Only lines that contain the string "limit" should be returned from the material below.

*** Opening of Records ***

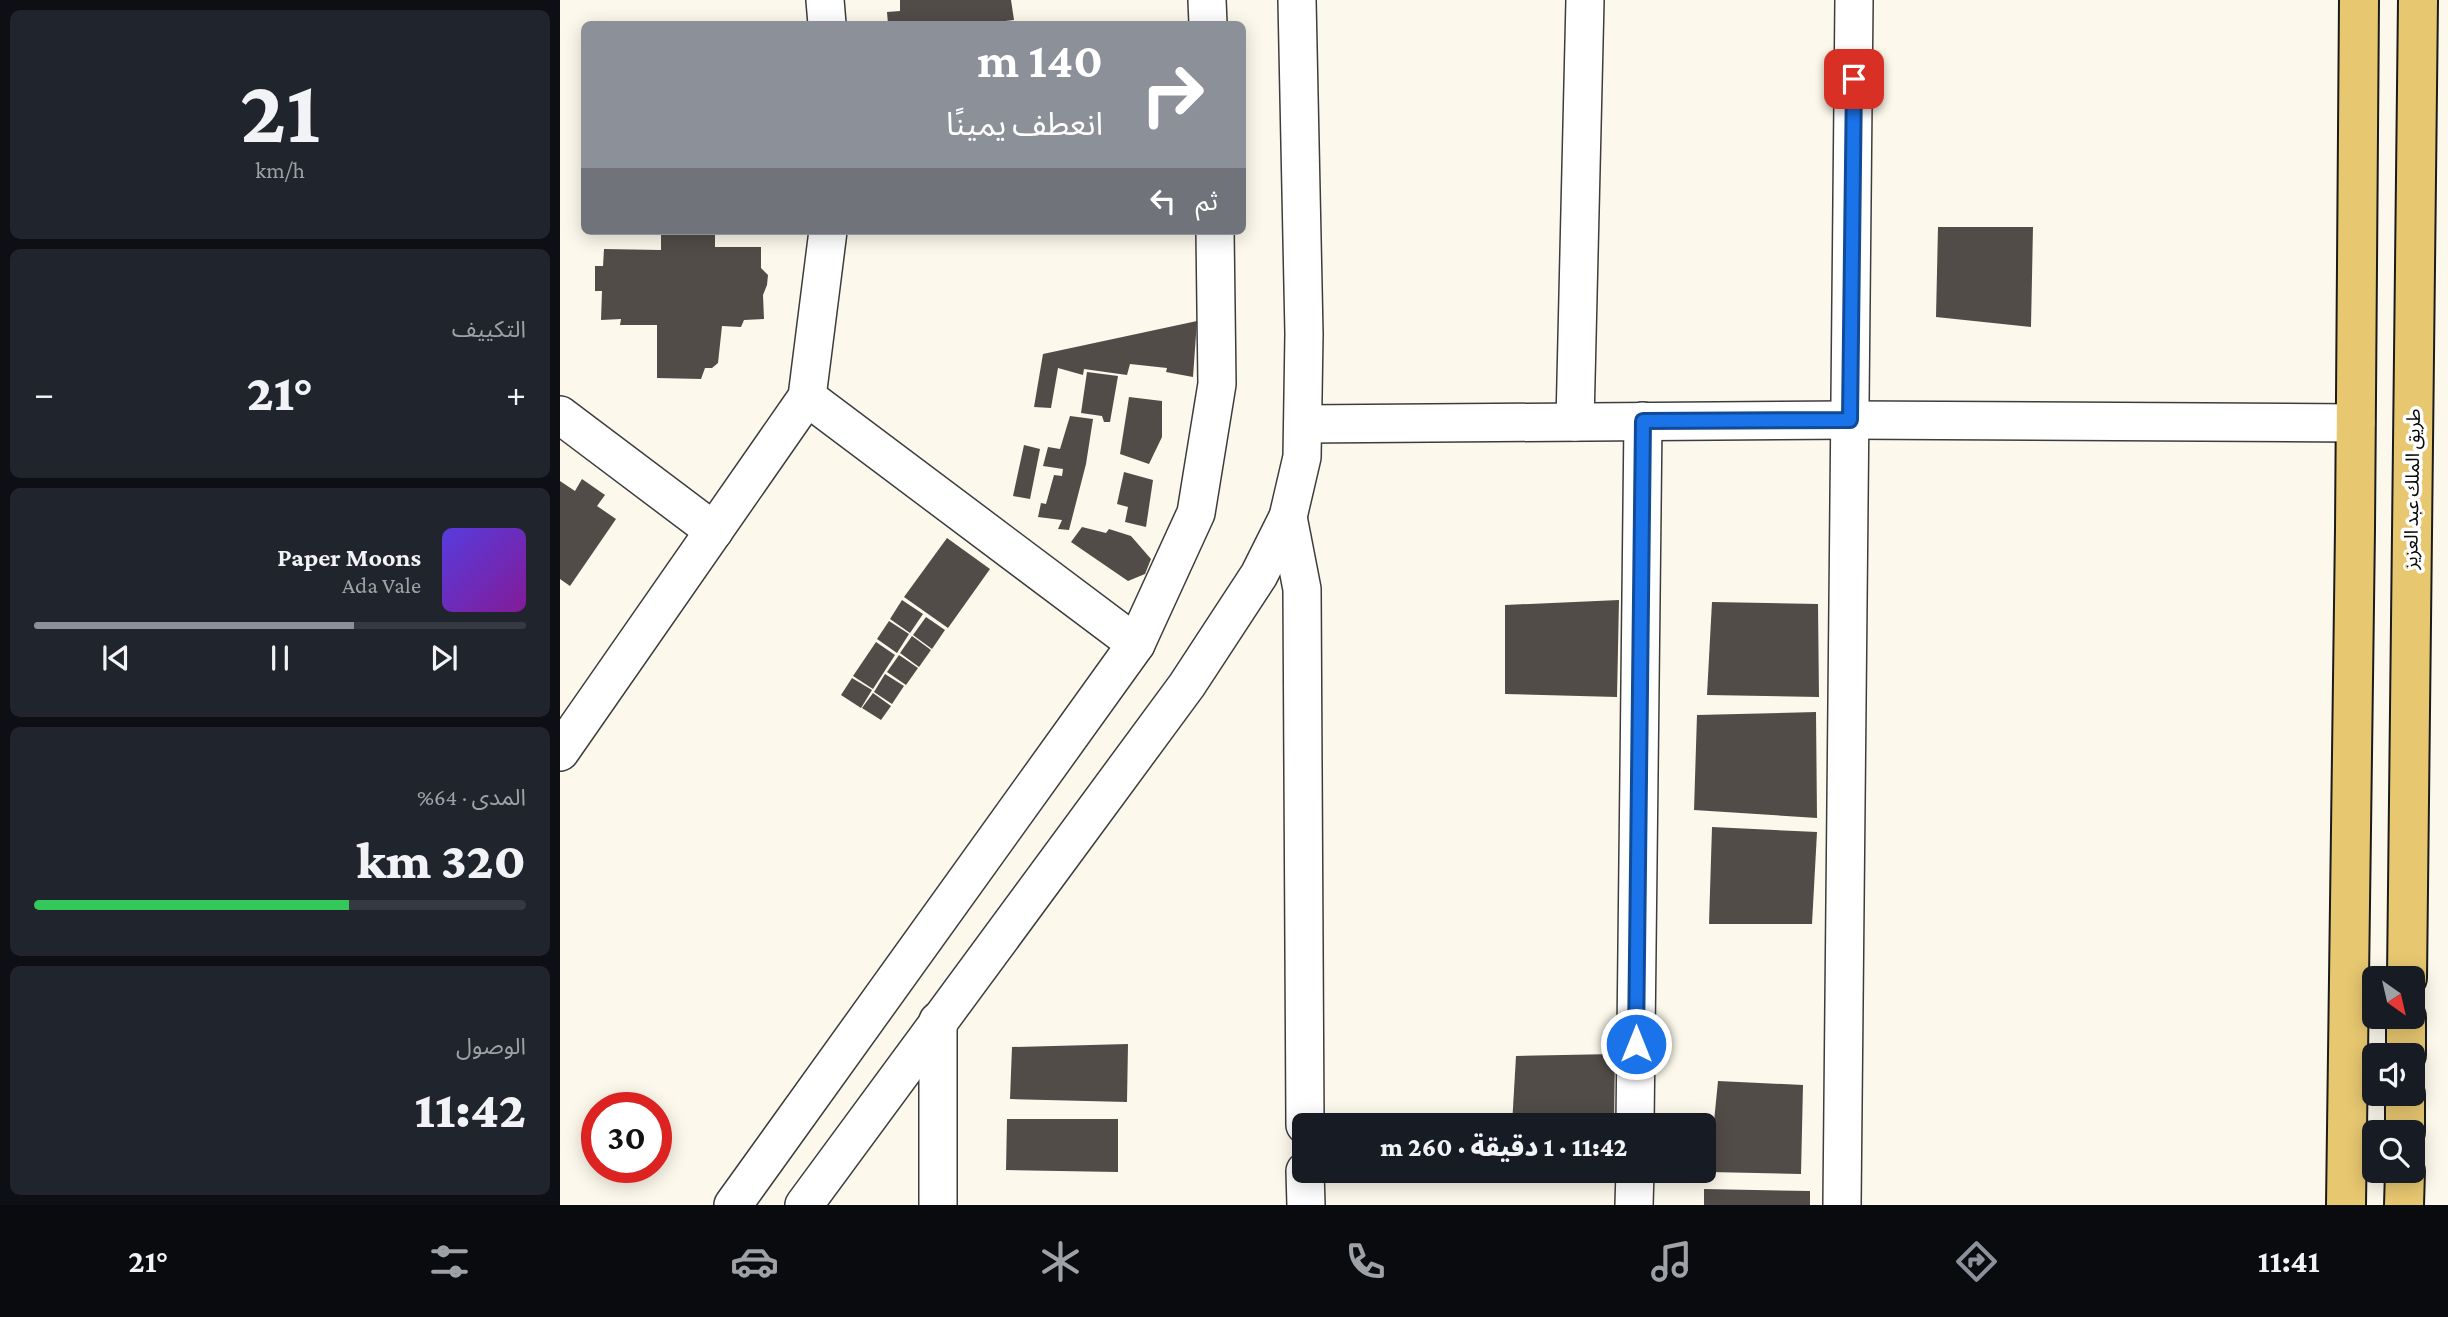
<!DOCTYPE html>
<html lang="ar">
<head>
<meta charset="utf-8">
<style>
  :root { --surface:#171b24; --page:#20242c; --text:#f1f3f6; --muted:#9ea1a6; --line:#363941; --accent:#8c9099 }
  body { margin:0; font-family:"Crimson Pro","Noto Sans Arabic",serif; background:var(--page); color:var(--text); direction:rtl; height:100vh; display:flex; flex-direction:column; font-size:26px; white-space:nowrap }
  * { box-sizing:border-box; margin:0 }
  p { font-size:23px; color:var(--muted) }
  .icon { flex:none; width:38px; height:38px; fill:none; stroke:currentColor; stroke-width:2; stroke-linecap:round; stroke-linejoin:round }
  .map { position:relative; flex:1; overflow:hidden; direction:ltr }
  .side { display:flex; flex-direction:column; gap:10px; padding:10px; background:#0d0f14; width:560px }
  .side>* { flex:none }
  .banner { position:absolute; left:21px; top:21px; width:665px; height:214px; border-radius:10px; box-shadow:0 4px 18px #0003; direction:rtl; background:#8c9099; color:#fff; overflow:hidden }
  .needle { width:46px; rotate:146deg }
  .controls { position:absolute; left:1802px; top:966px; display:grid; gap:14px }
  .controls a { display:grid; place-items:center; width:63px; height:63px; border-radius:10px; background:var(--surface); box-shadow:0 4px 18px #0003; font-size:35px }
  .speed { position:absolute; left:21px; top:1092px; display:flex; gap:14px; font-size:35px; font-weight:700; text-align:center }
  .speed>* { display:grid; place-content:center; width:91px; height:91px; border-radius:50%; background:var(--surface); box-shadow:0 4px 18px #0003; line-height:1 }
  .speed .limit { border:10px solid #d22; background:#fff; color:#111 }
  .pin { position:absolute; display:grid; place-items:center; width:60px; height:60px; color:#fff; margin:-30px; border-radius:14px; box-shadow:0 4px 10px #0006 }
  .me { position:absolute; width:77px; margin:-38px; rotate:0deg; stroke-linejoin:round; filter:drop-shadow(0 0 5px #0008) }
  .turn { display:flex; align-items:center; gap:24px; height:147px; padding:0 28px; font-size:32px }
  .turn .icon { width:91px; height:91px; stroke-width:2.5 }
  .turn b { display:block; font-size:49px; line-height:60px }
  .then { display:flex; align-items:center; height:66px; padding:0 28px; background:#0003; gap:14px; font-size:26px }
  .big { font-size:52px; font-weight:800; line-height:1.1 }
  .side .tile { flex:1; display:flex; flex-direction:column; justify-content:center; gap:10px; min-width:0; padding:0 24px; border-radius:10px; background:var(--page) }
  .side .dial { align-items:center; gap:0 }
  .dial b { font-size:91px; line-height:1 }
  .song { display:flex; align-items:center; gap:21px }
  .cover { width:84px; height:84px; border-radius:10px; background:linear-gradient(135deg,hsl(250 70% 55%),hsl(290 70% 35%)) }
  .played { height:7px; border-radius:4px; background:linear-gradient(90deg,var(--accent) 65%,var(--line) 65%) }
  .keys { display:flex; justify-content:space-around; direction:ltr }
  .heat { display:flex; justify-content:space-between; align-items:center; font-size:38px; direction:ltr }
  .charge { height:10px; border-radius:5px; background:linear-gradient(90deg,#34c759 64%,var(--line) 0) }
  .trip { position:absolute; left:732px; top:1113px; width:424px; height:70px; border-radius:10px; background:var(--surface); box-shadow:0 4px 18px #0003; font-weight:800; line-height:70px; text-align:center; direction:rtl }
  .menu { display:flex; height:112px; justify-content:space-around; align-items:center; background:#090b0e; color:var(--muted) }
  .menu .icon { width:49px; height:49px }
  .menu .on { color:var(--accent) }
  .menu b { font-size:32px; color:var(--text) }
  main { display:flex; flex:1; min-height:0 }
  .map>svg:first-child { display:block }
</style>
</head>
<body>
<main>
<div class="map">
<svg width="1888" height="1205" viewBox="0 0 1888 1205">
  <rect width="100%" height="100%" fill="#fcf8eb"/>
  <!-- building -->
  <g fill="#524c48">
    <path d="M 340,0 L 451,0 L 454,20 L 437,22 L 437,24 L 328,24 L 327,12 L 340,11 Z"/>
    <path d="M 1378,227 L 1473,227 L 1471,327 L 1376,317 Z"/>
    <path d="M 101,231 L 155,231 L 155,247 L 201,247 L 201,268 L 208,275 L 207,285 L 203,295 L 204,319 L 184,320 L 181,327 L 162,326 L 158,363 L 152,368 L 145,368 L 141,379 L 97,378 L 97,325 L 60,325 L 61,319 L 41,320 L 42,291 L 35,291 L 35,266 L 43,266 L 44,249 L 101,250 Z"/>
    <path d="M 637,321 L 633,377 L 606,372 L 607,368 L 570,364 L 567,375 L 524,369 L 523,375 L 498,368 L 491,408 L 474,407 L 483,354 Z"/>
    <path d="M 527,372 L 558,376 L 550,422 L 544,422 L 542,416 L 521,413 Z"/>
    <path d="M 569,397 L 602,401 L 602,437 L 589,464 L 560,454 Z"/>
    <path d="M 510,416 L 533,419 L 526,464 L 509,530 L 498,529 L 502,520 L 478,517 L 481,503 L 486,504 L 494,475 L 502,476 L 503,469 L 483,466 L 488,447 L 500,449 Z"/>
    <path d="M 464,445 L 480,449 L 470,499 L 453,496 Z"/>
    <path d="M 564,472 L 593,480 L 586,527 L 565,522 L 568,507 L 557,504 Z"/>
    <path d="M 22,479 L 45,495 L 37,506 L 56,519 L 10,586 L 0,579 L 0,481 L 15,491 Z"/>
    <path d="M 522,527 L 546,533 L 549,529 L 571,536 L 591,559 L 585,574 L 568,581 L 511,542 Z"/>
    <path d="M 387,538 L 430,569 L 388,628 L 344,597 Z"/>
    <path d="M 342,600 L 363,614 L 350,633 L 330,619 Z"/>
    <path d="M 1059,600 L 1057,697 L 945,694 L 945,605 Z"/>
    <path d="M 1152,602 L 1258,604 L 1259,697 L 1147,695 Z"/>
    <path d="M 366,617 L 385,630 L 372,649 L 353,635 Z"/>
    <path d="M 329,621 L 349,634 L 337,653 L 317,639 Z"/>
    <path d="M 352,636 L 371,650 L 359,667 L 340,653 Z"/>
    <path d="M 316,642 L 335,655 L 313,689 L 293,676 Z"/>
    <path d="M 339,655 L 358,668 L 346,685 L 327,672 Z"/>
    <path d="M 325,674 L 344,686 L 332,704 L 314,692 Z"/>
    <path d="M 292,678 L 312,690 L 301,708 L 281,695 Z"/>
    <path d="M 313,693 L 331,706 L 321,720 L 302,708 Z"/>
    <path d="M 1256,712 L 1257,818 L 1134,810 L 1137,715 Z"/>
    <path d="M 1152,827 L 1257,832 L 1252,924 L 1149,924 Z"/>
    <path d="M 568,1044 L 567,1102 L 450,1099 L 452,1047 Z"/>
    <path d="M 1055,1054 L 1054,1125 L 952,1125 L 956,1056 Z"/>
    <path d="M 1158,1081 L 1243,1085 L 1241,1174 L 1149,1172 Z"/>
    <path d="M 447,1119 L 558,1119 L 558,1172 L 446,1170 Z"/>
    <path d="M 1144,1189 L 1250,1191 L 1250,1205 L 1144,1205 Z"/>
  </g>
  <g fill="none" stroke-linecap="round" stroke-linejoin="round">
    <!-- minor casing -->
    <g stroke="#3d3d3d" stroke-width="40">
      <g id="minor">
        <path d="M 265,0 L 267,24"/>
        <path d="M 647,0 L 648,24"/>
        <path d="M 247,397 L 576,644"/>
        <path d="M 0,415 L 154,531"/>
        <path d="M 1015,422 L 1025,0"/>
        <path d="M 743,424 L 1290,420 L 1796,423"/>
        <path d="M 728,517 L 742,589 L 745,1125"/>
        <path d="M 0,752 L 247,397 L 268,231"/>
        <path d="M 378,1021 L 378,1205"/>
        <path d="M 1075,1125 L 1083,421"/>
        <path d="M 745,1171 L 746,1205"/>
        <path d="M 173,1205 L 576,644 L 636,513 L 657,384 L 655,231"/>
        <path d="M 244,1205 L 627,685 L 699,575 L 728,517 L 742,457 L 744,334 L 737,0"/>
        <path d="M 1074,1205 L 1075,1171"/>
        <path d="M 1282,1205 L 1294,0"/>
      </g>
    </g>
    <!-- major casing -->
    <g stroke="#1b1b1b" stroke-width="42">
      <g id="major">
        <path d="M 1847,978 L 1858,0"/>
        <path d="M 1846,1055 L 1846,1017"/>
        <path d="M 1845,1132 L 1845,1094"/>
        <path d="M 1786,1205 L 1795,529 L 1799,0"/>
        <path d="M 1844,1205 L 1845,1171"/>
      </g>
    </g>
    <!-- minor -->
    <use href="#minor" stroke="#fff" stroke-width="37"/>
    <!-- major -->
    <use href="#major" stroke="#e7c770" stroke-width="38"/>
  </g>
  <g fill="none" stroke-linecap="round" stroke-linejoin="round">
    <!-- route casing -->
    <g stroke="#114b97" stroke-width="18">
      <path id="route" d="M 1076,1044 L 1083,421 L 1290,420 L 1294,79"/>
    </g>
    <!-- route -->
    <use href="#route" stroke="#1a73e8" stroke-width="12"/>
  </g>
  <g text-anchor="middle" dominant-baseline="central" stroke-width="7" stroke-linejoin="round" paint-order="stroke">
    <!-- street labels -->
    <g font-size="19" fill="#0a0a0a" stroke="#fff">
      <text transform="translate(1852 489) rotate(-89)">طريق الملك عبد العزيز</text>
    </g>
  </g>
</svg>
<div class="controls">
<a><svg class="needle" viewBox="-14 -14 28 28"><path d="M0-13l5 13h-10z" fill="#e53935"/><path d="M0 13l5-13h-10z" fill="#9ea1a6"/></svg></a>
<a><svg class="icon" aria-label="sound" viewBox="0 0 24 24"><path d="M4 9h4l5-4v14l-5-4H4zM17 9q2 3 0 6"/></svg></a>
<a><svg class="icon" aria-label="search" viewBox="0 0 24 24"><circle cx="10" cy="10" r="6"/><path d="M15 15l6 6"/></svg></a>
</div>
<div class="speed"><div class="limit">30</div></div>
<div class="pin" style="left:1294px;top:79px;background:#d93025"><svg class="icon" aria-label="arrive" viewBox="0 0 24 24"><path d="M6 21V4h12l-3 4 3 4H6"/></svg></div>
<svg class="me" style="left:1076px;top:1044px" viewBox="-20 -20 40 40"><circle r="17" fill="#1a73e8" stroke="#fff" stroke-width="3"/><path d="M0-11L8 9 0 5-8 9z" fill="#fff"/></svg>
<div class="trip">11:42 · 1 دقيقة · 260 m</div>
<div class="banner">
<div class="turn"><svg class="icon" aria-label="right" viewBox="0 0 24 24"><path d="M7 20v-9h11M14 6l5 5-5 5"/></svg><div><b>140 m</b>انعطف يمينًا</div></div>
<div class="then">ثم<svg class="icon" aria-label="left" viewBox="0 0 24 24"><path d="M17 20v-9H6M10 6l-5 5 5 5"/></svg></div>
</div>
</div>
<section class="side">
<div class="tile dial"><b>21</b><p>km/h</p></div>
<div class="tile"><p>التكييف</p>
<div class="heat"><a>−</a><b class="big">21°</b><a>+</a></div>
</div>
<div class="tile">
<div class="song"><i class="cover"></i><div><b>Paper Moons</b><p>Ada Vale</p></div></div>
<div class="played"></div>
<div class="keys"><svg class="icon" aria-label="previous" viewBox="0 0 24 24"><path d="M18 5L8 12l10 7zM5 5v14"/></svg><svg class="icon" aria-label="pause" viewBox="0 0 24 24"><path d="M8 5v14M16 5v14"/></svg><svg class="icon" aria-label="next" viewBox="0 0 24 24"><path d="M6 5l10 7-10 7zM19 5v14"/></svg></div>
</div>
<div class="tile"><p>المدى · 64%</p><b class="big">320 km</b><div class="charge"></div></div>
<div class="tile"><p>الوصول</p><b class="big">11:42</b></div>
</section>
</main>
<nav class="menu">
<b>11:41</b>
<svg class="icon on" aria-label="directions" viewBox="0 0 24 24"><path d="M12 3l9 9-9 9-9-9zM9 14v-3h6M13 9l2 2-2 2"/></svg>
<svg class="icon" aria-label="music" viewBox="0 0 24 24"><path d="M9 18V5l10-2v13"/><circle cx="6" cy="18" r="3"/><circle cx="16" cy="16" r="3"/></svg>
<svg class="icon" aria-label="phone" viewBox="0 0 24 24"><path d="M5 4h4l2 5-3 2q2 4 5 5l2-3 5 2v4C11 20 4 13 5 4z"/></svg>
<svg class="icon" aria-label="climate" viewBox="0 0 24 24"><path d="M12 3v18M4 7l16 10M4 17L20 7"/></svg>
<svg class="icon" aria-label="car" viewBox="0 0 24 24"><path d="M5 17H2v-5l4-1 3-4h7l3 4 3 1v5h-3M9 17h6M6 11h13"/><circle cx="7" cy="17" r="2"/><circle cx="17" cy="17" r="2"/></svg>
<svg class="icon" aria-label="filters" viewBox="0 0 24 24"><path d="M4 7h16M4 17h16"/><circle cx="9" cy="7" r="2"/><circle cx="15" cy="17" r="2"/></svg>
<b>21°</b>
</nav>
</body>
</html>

*** Close of Records ***

## Solution to the problem:
  .speed .limit { border:10px solid #d22; background:#fff; color:#111 }
<div class="speed"><div class="limit">30</div></div>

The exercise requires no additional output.